A self-described perfectionist, Yousefi and partners have taken their time developing MESH. Today the company is trialling the app with medical users, including Kingston General Hospital and Hotel Dieu here in town, and plans to launch a new version of the app featuring an “improved Canarmonizer” (as he terms the algorithm) and a “more user-friendly and attractive version of the interface.” Monetization comes next.

“What got us where we are has been the move to Queen’s Innovation Park,” says Yousefi. “We went through the application process back in the summer. How quickly things got done and how supportive the staff were -- that was an indication that we had done the right thing. We’ve received lots of help. There are so many examples. We’ve made connections through IRAP and OCE, we’ve had so many networking and learning opportunities in the last six months.”

“Not only has it been good for the company as a whole, but individually our people have also benefited,” says Yousefi. With a mission-focused startup-like Canarmony, “it is extra important to make sure the team is highly motivated and focused on the mission.” Thanks to Canarmony’s involvement in GrindSpaceXL (Innovation Park’s acceleration program for startups that offers them office and workspace as well as expert advice), “They understood a lot better what we were doing and why we were doing it. We also worked out where we were not doing things optimally.

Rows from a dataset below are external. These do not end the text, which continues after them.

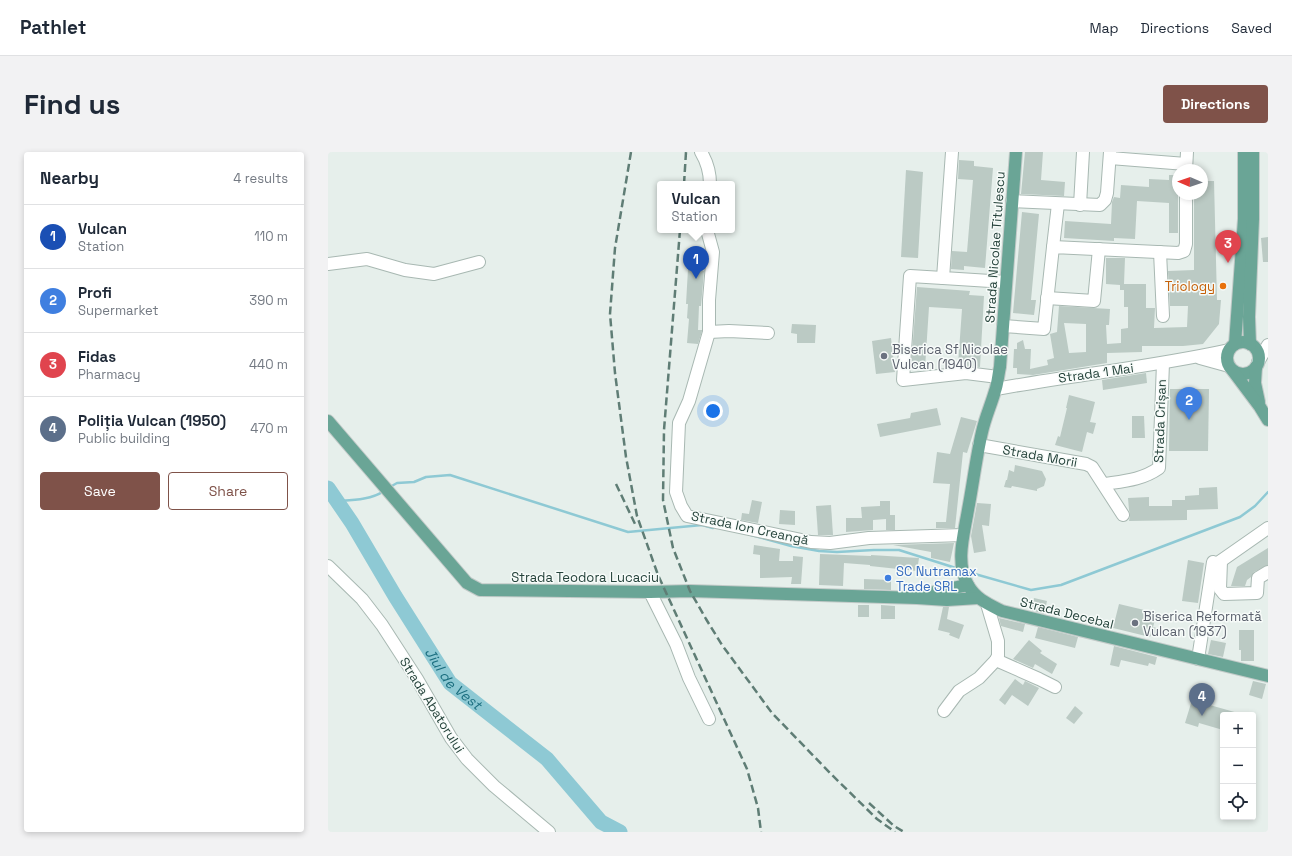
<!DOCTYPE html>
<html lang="en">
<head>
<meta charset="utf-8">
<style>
	body { margin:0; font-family:"Space Grotesk",sans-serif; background:#f2f2f3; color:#1f2937 }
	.controls { position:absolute; right:12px; bottom:12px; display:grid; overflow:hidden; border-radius:4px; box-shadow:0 2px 6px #0003 }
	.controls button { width:36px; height:36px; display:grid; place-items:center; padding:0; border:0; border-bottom:1px solid #e0e1e3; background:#fff; color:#1f2937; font:20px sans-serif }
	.compass { position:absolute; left:844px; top:12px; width:36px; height:36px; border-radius:50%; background:#fff; box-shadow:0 2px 6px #0003; rotate:272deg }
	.you { position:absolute; left:385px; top:259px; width:14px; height:14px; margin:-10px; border:3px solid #fff; border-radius:50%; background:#1a73e8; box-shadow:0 0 0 6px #1a73e833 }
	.badge { display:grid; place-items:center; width:26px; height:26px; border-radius:50%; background:#7f5249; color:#fff; font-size:13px; font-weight:700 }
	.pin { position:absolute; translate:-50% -33px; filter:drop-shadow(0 1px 2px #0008) }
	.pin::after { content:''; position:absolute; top:21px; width:14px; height:12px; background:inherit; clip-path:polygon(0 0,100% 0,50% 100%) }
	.popup { position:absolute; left:329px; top:29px; width:78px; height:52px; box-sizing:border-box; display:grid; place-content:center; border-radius:4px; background:#fff; filter:drop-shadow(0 1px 3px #0005); font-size:13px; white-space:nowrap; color:#747a83 }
	.popup b { font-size:15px; color:#1f2937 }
	.popup::after { content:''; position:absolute; left:50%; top:100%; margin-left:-8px; border:8px solid transparent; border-top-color:#fff }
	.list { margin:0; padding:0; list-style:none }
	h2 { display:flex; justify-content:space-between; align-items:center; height:52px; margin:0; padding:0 16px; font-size:17px }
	h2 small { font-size:13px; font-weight:400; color:#747a83 }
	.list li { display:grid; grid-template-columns:26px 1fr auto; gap:12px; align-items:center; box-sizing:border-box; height:64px; padding:0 16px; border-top:1px solid #e0e1e3 }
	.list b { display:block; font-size:15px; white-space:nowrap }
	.list p { margin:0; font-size:13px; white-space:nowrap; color:#747a83 }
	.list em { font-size:13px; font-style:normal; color:#747a83 }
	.actions { display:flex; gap:8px; padding:12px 16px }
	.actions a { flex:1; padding:9px 0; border:1px solid #7f5249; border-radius:4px; text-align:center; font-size:14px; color:#7f5249 }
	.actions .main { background:#7f5249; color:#fff }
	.icon { flex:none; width:22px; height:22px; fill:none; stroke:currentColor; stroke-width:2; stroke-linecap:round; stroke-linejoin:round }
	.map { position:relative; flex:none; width:940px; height:680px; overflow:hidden; border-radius:4px }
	header { display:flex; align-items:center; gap:24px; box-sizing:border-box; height:56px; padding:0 20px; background:#fff; border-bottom:1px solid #e0e1e3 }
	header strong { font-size:19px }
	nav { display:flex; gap:22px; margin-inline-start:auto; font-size:14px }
	.intro { display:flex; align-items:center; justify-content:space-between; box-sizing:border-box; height:96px; padding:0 24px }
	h1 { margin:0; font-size:28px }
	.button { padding:10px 18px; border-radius:4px; background:#7f5249; color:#fff; font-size:14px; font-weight:700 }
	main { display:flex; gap:24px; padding:0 24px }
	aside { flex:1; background:#fff; border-radius:4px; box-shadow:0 2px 6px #0003 }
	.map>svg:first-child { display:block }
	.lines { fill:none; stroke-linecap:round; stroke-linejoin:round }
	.stream { stroke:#8ec9d4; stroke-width:2.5 }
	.river { stroke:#8ec9d4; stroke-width:15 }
	.building { fill:#bbcac4; fill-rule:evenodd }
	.minor-casing { stroke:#a8b8b2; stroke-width:14 }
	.major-casing { stroke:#c2cac8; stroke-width:14 }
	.minor { stroke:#fff; stroke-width:12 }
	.major { stroke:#6aa596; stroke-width:12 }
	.rail { stroke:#5f7d75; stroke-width:2.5; stroke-dasharray:8 4; stroke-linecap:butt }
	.food-dot { fill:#e8710a; stroke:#f7fbf9; stroke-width:1.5 }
	.worship-dot { fill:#6b7280; stroke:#f7fbf9; stroke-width:1.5 }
	.shop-dot { fill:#3f7fe0; stroke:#f7fbf9; stroke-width:1.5 }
	.labels { text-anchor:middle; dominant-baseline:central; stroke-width:3; stroke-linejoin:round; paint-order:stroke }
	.street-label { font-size:13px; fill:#24423a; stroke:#f7fbf9 }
	.food-label { font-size:13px; fill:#c56008; stroke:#f7fbf9; text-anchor:end }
	.worship-label { font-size:13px; fill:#5b616d; stroke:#f7fbf9; text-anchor:start }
	.shop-label { font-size:13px; fill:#366cbe; stroke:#f7fbf9; text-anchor:start }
	.water-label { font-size:14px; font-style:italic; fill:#1c6f80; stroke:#f7fbf9 }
</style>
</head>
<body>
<header>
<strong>Pathlet</strong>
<nav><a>Map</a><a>Directions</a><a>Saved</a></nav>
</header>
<div class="intro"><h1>Find us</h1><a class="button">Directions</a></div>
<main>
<aside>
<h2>Nearby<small>4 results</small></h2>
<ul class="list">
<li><span class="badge" style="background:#1a4fb4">1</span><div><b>Vulcan</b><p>Station</p></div><em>110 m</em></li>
<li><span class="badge" style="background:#3f7fe0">2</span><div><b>Profi</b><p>Supermarket</p></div><em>390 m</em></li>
<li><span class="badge" style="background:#e0444e">3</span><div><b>Fidas</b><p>Pharmacy</p></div><em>440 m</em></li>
<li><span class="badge" style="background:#5c6f8a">4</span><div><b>Poliția Vulcan (1950)</b><p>Public building</p></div><em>470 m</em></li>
</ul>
<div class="actions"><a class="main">Save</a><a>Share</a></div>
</aside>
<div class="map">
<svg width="940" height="680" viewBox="0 0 940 680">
	<rect width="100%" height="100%" fill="#e6efeb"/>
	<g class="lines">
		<g class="stream">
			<polyline points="62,335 69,331 86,330 98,325 122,323 300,380 374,373 385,376"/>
			<path d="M9 349C24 348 43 348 56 339"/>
			<polyline points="423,383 463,394 491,399 509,400 546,398 571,398 631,417"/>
			<polyline points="640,420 703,438 733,433 912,365 927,354 940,340"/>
		</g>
		<path class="river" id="s1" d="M0 336 24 371 67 444 122 531 219 607 273 670 292 680"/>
	</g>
	<g class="building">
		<polygon points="697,0 715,0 713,28 737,30 736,44 693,42"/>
		<polygon points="631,8 646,9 646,14 665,16 657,116 636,114 636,118 623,117 624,99 639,100 645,28 630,27"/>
		<polygon points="578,18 595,20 590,106 573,105"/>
		<polygon points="841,23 850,23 850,81 841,81 841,51 809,49 807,87 786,86 786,89 736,86 737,69 783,72 784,50 786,45 792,46 793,33 821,35 821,27 841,28"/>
		<path d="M874 29H886L889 148H893L891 172 875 192 855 194H814V200L779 201V211L705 223 689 222V216H685L686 197H689V191L695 188 697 197H703L702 217 720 213 719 208 726 206 722 182 729 180 731 154 782 157 781 173H778L779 192 793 191V177L800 176V155H796V138H792V133L778 132V106H797L796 132H818V156H827L826 176 859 175 860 154H842L840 119 866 118V42H874ZM736 171 758 172V200L741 201Z"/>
		<polygon points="694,60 711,62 703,148 708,148 706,163 685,161"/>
		<polygon points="940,85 940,110 935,110 933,86"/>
		<polygon points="362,108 374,108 373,118 376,119 373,154 371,154 370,178 374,178 374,179 370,192 359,191 361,167 359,166 360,152 358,152 360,117 362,117"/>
		<polygon points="589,135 642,139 641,143 656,144 652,215 630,213 634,157 601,155 597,216 583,215"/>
		<polygon points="464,172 488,173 487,191 469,191 469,182 463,181"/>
		<polygon points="563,186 567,220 548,222 544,189"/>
		<polygon points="818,221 819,231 775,238 774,228"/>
		<polygon points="842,237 881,237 880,299 841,299"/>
		<polygon points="741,243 767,250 762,270 768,271 765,282 759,280 754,300 727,293 730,284 732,285 739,256 738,256"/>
		<polygon points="609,256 613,273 552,285 549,272 582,266 583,261"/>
		<polygon points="804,264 816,264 817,286 804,286"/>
		<polygon points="633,265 649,269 639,301 635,300 627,376 608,376 608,370 618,370 622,332 605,331 609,300 622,302"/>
		<polygon points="687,313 714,319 718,327 716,334 709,337 709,339 684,334 683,336 676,335 678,328 679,328 681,318 686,320"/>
		<polygon points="889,335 890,357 859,358 859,368 801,369 802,363 801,358 800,346 821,345 821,354 844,354 844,348 857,348 857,344 871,343 871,336"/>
		<polygon points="424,348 434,350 430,371 413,368 414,361 421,362"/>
		<polygon points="552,349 562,349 562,363 567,363 567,378 558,378 558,367 545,368 545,378 518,380 518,366 534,366 533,355 552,354"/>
		<polygon points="649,351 663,352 661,374 654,373 658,399 646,401 643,384"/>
		<polygon points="503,353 505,383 490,383 488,354"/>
		<polygon points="452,358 467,359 467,373 451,372"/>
		<polygon points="626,391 622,410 603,406 603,400 565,393"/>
		<polygon points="426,393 452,397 451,409 465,409 465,404 475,405 473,432 463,432 464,425 432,426 432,403 425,402"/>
		<polygon points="940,396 940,413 926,420 923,425 919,428 917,434 903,434 909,415"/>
		<polygon points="492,402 543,404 543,403 591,406 589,419 542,414 542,413 516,411 515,434 491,433"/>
		<polygon points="860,408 876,411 870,451 854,449"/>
		<polygon points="536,427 563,428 563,438 536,437"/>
		<polygon points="706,446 719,449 716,462 703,458"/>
		<polygon points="791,452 829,461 825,475 832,477 829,485 823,483 822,485 785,476"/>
		<rect x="530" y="453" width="11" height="12"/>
		<polygon points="553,453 567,454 567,467 553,467"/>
		<polygon points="615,455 621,455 619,467 636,473 631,487 621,483 622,481 610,478"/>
		<polygon points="671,466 697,472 695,480 673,474"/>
		<polygon points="710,475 750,485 747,496 707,486"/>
		<polygon points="911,478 926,478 926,509 913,509 913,498 911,498"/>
		<polygon points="701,488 714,499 712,501 729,512 724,522 707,512 705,516 685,507"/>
		<polygon points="883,488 898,491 895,505 880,502"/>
		<polygon points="786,494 829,505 827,513 821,511 820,514 793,508 791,515 782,513"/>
		<polygon points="687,527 695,533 697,529 711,536 700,554 684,543 677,553 671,548"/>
		<polygon points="925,529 938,532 934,547 921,543"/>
		<polygon points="864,548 910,561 909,563 895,563 895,578 871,571 870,575 857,571"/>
		<polygon points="747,554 755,561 746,572 738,566"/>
	</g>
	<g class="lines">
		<g class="minor-casing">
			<g id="minor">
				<path d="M373 0C379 10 382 21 382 32"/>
				<polyline points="624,0 615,126 678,130"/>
				<polyline points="782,6 858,12"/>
				<polyline points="858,18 859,0"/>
				<polyline points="684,49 772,53 777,48 779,41 782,0"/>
				<polyline points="752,53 755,0"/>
				<polyline points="379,78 385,100 381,148 381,180 361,249 351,271 348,340 353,354 359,364 483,390 502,391 541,386 635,383"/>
				<polyline points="725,95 730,52"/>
				<polyline points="832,100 835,164"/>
				<polyline points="0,112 39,107 77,118 106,122 151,110"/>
				<polyline points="615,126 582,124 575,228 638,221 670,225"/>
				<polyline points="719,146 766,149 771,97"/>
				<polyline points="675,174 716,177 725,95 850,101 856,99 858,92 858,42"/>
				<polyline points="381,180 401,179 440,181"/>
				<polyline points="872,206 901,214"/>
				<polyline points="930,210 940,193"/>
				<path d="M668 237C745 223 824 215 901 198"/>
				<polyline points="651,293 758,312 764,315 795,363"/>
				<path d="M776 332C796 329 814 328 831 316L835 211"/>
				<polyline points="893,409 892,437 896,442 929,441 930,426 940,420"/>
				<polyline points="887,413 940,376"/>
				<polyline points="0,414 34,447 54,473 89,527 123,586 139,607 166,634 221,680"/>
				<polyline points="322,440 348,492 361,526 381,567"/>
				<polyline points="870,507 885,410"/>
				<polyline points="668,508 711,527 727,535"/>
				<polyline points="616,559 631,539 651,526 668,508 670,504 670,489 659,452"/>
			</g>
		</g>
		<g class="major-casing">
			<g id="major">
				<path d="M688 0 672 215C670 223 670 231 667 239 663 253 657 266 654 280 648 306 645 332 640 358 636 382 627 411 640 433 648 447 660 452 674 459L940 524"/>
				<circle cx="915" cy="206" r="16"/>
				<polyline points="907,192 916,67 916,0"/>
				<polyline points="922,192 921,165 925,67 925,0"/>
				<polyline points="928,215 927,231 931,250"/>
				<polyline points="905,219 932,255 940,268"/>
				<polyline points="0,269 139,431 152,438 322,440 362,439 589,446 619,448 650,446"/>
				<polyline points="596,443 610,439 640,433"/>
			</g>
		</g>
		<use href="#minor" class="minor"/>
		<use href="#major" class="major"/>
		<g class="rail">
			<polyline points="303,0 287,96 282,162 287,221 298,305 309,364 330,423 419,617 430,656 433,680"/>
			<polyline points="356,32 358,0"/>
			<polyline points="352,78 336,278 335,348 345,396 362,439 378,467 394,493 444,561 503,622 549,667 567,680"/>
			<polyline points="288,332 308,374"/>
			<polyline points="541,651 566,674 576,680"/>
		</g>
	</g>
	<circle class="food-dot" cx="895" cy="134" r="4"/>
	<g class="worship-dot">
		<circle cx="556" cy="204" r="4"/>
		<circle cx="807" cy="471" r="4"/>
	</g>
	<circle class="shop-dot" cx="560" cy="426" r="4"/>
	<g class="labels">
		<g class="street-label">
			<text transform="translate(667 95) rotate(-86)">Strada Nicolae Titulescu</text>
			<text transform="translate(768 221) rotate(-8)">Strada 1 Mai</text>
			<text transform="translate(832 269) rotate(-88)">Strada Crișan</text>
			<text transform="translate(712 304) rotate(10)">Strada Morii</text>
			<text transform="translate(422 376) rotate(12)">Strada Ion Creangă</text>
			<text x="257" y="425">Strada Teodora Lucaciu</text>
			<text transform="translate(739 461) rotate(14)">Strada Decebal</text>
			<text transform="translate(104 553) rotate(58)">Strada Abatorului</text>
		</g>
		<g class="food-label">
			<text x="887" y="134">Triology</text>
		</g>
		<g class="worship-label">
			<text x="564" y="197">Biserica Sf Nicolae<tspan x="564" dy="15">Vulcan (1940)</tspan></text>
			<text x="815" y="464">Biserica Reformată<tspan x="815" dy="15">Vulcan (1937)</tspan></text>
		</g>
		<g class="shop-label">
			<text x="568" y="419">SC Nutramax<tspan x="568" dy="15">Trade SRL</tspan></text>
		</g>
		<g class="water-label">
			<text stroke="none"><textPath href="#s1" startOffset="229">Jiul de Vest</textPath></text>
		</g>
	</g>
</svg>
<div class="controls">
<button>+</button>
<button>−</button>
<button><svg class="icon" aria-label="locate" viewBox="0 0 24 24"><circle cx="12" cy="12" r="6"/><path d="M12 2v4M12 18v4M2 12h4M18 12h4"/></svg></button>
</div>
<svg class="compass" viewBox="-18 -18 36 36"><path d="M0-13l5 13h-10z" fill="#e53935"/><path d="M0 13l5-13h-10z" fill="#747a83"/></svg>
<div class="you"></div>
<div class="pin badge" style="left:368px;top:127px;background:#1a4fb4">1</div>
<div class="popup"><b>Vulcan</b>Station</div>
<div class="pin badge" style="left:861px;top:268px;background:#3f7fe0">2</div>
<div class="pin badge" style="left:900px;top:111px;background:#e0444e">3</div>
<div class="pin badge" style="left:874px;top:564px;background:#5c6f8a">4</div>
</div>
</main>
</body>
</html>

So I can probably say the amazing team at the Innovation Park harmonized Canarmony even further.”

MESH would be enough to keep most entrepreneurs busy. Not Yousefi. “I teach my students you want to be the sharpest knife – you do one thing and you do it the best. So I am seemingly violating that by launching a second product” called OPTT (for Online Psychotherapy Tool). Many people seek psychotherapy help, but because of geographic isolation, difficulties with time and personal schedules, cultural or language barriers or the stigma surrounding mental illness, they cannot readily get it. OPTT lets them access help over the web, connecting them with mental health professionals, and offering tests, cognitive behaviour therapies and exercises, all delivered with complete confidentiality. “OPTT’s unique value proposition is how it creates a clinic-in-the-cloud delivering the latest clinically proven methods of therapy through our proprietary modules,” he says. Still in its early stages, “We want to get hospitals and governments involved. It’s a challenging feat, but I am not here to do something easy.” Mental health is another one of his passions.

While on sabbatical, as well as putting in time researching 5Th generation wireless telecommunication systems (5G) at the University of California, Santa Cruz (UCSC), he is working with his PhD students at Queen’s on mass cloud-based data storage and transmission technologies for high-rate applications such as video. They have one recent US patent filed and one more under review by PARTEQ Innovations (Queen’s commercialization arm) also located at Innovation Park. Yousefi is also busy “growing a Canarmony subsidiary in the Bay Area, to be able to benefit from, and be a bridge to, the rich high-tech ecosystem around San Francisco.” If that weren’t enough, Dean Woodhouse has also appointed Yousefi faculty liaison to C100, a non-profit association of Canadian business leaders based in the San Francisco Bay Area dedicated to helping Canadian high-tech start-ups and encouraging Canada’s next generation of successful entrepreneurs and innovators.

“One thing I hear again and again from entrepreneurs and investors is that Canada is the place to be. Toronto, Ottawa – Kingston. They are it. Amazing talent, lower operational costs and many amazing talents who are there to help you succeed. Down here [in Bay Area], people are not going to offer you the kind of support we have received at Innovation Park, and are still receiving -- Canarmony has been approved to receive embedded management services, focused on business development and sales support, from PARTEQ Innovations.

“So kudos to Janice and the teams at Innovation Park. Deciding to move there has been the single most important decision we have made since Canarmony’s inception.”